Assignment: Report the count of lines in the records below that hold the word "Parking", omitting everything but the number.

Data to examine:
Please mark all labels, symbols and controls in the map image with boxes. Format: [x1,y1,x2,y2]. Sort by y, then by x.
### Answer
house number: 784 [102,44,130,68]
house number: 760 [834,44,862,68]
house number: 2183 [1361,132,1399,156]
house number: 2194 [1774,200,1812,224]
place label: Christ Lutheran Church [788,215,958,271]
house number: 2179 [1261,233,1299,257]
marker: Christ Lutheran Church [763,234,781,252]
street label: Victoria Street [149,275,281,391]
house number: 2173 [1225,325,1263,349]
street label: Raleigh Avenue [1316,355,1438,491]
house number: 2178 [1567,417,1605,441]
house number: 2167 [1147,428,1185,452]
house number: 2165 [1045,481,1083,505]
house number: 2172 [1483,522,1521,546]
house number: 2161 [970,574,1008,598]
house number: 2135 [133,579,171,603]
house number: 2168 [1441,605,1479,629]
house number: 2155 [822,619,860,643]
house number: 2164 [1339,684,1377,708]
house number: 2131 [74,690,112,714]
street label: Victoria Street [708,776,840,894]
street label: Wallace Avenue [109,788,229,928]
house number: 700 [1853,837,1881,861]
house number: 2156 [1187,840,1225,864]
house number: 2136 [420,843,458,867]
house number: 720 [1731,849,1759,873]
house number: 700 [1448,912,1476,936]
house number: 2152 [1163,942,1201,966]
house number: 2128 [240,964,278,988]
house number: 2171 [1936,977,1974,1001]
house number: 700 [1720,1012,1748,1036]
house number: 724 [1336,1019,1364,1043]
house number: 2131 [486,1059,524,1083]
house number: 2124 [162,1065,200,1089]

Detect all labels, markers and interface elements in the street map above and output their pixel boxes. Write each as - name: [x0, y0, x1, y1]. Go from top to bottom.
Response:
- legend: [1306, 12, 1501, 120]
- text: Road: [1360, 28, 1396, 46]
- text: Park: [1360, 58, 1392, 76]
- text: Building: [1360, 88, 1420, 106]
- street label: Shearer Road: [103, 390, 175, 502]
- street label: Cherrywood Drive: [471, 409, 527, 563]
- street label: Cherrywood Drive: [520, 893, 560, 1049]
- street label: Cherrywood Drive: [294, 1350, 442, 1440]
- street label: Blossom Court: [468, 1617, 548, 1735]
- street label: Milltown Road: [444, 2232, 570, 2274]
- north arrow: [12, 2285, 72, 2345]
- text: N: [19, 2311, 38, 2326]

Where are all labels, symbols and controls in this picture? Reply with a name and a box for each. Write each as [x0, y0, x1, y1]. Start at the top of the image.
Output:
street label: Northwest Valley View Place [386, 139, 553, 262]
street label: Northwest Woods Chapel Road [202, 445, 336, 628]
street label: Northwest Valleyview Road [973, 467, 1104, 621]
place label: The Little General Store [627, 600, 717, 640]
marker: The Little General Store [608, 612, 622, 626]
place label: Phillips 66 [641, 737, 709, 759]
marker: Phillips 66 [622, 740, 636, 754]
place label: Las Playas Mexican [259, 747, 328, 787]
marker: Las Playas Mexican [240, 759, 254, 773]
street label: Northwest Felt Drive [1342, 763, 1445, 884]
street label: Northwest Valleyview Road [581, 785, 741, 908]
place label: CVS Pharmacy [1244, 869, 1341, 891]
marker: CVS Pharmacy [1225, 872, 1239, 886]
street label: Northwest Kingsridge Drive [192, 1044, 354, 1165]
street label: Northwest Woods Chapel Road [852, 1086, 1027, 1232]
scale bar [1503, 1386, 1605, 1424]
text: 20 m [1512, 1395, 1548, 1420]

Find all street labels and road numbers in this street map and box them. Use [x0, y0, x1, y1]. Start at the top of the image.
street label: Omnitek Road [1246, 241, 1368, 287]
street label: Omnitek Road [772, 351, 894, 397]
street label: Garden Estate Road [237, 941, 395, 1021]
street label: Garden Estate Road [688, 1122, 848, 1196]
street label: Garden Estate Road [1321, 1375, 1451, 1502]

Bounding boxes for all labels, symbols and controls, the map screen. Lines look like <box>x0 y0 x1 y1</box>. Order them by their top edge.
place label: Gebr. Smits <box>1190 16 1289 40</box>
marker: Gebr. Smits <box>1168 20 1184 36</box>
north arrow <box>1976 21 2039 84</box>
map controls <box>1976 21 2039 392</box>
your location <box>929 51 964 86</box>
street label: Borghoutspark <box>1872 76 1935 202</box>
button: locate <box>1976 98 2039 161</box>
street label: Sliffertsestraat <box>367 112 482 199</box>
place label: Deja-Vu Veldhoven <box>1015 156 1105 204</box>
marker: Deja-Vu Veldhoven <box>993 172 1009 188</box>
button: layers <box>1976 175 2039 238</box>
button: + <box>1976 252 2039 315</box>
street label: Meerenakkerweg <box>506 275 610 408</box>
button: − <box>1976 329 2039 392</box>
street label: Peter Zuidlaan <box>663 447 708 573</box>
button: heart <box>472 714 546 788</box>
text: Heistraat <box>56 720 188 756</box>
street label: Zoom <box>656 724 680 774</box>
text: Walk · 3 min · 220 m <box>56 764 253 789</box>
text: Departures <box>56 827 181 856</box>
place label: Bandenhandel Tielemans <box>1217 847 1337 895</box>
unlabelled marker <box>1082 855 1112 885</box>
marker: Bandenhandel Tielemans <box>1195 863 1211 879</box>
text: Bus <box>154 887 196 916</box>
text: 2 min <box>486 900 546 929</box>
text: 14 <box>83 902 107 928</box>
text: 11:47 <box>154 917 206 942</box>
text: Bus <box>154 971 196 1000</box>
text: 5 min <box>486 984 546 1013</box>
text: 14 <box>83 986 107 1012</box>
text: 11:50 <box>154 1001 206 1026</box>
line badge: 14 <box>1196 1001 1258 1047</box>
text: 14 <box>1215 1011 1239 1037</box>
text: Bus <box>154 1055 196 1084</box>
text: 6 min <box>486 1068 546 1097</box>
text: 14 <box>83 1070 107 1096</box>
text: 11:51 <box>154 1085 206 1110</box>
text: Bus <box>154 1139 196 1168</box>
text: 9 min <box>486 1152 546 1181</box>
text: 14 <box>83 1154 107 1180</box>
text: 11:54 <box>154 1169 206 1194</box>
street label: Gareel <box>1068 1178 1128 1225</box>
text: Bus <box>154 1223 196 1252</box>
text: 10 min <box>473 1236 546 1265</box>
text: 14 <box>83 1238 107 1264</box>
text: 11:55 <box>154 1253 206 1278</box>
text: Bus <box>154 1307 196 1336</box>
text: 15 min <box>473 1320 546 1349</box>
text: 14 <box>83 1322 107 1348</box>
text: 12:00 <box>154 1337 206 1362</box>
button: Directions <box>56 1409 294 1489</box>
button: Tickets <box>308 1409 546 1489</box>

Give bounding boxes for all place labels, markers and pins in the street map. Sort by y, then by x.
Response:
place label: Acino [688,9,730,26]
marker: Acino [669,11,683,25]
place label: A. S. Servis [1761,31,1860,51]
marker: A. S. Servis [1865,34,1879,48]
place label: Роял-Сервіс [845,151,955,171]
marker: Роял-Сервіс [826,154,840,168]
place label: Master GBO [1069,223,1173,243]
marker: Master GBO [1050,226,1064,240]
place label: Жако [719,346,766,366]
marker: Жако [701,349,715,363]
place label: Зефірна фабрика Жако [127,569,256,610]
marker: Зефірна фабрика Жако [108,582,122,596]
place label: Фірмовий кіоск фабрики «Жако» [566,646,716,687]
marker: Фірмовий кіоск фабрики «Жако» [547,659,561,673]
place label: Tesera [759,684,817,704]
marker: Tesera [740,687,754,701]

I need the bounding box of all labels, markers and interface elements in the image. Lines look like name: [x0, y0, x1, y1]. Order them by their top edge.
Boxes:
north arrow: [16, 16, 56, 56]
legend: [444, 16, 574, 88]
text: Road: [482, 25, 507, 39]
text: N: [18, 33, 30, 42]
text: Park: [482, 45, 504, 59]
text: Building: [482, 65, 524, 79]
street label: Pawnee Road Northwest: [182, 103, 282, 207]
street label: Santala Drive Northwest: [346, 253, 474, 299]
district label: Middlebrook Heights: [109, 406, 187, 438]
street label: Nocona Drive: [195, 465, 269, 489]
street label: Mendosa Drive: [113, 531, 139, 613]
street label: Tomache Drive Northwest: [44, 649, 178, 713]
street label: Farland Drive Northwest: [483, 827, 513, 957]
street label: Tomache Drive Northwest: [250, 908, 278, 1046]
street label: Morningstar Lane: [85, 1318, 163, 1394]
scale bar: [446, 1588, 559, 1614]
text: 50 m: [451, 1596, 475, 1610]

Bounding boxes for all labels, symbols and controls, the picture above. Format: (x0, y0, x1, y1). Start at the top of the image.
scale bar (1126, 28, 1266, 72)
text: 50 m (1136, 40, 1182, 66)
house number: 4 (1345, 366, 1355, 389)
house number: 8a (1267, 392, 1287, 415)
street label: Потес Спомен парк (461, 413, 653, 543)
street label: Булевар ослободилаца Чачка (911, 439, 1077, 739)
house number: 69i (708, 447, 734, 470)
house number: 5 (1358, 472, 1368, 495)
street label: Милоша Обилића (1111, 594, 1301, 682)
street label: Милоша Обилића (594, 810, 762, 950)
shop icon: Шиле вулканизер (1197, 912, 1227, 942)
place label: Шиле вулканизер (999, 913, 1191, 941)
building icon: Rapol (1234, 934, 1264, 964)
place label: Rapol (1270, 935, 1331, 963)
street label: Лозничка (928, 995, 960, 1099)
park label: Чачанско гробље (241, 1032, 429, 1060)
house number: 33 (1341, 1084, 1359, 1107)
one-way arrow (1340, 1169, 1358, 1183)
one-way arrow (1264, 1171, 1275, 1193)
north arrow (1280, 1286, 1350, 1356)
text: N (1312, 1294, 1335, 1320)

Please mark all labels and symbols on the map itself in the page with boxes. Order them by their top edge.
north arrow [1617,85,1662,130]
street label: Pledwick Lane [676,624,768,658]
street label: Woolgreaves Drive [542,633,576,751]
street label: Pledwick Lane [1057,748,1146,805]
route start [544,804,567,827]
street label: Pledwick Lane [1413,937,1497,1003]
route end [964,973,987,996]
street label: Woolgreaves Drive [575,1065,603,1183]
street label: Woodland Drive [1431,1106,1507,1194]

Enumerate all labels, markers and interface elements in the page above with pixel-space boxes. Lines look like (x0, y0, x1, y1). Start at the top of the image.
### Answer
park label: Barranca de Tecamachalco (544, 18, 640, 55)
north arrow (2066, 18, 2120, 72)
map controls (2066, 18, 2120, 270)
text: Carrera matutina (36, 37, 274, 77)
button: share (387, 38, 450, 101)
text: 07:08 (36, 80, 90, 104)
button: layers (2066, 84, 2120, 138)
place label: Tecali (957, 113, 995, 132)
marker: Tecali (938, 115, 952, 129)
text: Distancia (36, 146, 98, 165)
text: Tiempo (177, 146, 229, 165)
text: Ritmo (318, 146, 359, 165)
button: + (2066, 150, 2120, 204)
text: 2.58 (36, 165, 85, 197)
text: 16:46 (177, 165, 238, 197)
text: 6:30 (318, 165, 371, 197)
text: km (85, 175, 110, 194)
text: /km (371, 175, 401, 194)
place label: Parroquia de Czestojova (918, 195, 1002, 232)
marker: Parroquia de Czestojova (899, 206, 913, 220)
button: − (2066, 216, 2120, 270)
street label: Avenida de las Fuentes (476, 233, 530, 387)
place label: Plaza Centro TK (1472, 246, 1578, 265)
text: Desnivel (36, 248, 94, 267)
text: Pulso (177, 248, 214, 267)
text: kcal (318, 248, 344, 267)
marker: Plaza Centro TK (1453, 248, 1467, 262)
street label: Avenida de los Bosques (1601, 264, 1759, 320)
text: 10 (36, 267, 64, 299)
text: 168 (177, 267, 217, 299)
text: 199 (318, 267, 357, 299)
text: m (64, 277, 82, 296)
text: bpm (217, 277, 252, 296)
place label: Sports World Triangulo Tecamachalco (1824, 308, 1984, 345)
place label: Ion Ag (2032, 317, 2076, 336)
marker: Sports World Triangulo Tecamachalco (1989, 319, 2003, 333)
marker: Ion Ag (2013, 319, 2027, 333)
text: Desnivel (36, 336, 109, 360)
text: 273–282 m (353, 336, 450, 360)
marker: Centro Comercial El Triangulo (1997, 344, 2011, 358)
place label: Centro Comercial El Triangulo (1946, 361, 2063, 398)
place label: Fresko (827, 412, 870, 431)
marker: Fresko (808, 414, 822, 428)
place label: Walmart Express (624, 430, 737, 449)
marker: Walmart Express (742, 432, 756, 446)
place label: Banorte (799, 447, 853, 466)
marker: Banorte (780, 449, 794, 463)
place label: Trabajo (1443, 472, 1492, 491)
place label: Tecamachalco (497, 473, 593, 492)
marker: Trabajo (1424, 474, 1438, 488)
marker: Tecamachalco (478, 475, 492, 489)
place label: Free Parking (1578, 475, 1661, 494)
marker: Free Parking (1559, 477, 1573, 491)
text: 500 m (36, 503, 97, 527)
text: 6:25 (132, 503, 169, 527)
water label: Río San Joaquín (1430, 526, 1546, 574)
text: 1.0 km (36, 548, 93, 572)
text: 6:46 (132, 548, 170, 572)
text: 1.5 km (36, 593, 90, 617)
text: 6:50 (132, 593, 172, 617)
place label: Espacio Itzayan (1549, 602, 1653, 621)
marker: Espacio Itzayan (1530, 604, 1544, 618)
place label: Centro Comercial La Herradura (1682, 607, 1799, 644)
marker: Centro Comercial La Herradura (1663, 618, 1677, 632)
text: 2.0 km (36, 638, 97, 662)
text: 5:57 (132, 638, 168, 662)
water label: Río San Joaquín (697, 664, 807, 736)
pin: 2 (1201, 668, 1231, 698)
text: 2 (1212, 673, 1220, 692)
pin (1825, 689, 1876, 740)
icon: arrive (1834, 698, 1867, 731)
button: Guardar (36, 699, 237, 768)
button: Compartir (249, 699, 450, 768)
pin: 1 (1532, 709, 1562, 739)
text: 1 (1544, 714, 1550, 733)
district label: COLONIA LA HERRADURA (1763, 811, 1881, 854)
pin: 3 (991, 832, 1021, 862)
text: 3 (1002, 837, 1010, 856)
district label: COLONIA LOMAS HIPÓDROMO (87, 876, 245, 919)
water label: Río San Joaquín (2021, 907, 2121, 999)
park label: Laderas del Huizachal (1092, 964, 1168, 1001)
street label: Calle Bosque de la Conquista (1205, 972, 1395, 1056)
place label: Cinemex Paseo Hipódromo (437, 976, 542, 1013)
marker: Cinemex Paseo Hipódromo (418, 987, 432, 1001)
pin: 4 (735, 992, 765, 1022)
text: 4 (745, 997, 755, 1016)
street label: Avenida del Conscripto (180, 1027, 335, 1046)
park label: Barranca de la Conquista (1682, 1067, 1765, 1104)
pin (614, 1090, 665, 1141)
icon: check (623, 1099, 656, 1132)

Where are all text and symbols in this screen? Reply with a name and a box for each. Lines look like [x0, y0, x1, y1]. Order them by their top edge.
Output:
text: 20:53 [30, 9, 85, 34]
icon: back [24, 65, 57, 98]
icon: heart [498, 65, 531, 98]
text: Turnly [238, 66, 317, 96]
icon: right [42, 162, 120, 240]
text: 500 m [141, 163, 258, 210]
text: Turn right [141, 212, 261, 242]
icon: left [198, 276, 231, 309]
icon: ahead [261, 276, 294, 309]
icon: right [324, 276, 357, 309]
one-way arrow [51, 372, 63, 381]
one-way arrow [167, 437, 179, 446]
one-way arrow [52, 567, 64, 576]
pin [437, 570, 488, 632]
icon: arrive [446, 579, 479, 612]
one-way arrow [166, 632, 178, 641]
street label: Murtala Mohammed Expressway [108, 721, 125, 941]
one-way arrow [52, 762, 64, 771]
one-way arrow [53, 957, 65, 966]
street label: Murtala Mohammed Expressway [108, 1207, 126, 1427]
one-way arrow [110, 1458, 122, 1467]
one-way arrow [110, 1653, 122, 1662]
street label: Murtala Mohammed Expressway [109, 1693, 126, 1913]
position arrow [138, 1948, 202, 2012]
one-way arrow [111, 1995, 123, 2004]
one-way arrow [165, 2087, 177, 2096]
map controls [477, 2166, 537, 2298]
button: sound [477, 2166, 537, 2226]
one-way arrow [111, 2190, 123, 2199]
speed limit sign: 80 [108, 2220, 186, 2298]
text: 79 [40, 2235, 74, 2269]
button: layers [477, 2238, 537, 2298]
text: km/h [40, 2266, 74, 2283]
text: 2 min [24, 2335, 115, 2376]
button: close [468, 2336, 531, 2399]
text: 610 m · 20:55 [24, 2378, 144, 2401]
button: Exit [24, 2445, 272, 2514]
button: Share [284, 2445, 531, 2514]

Finished task: 2